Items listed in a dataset
[Start of section]

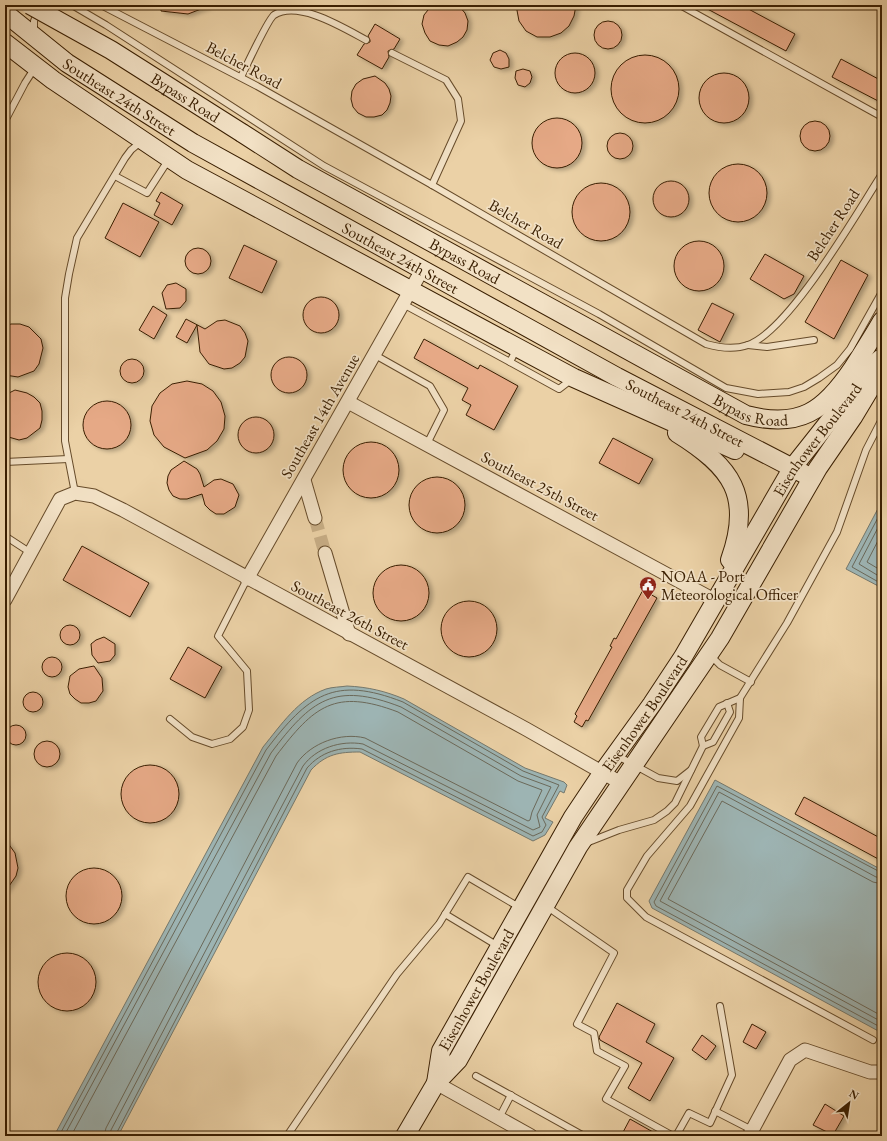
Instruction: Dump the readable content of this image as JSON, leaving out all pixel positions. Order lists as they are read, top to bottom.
{
  "streets": {
    "street": [
      "Southeast 24th Street",
      "Bypass Road",
      "Southeast 14th Avenue",
      "Eisenhower Boulevard",
      "Southeast 25th Street",
      "Southeast 26th Street"
    ],
    "lane": ["Belcher Road"]
  },
  "crossings": [
    ["Southeast 24th Street", "Southeast 14th Avenue"],
    ["Southeast 24th Street", "Eisenhower Boulevard"],
    ["Southeast 14th Avenue", "Southeast 25th Street"],
    ["Southeast 14th Avenue", "Southeast 26th Street"],
    ["Eisenhower Boulevard", "Southeast 25th Street"],
    ["Eisenhower Boulevard", "Southeast 26th Street"]
  ],
  "places": {
    "public building": ["NOAA - Port Meteorological Officer"]
  },
  "north": "top right"
}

[End of section]

[Requirement]
When pictures appear among the entries, skip them and copy all remaining text precisely.

[Your response]
Instruction: Dump the readable content of this image as JSON, leaving out all pixel positions. Order lists as they are read, top to bottom.
{
  "streets": {
    "street": [
      "Southeast 24th Street",
      "Bypass Road",
      "Southeast 14th Avenue",
      "Eisenhower Boulevard",
      "Southeast 25th Street",
      "Southeast 26th Street"
    ],
    "lane": ["Belcher Road"]
  },
  "crossings": [
    ["Southeast 24th Street", "Southeast 14th Avenue"],
    ["Southeast 24th Street", "Eisenhower Boulevard"],
    ["Southeast 14th Avenue", "Southeast 25th Street"],
    ["Southeast 14th Avenue", "Southeast 26th Street"],
    ["Eisenhower Boulevard", "Southeast 25th Street"],
    ["Eisenhower Boulevard", "Southeast 26th Street"]
  ],
  "places": {
    "public building": ["NOAA - Port Meteorological Officer"]
  },
  "north": "top right"
}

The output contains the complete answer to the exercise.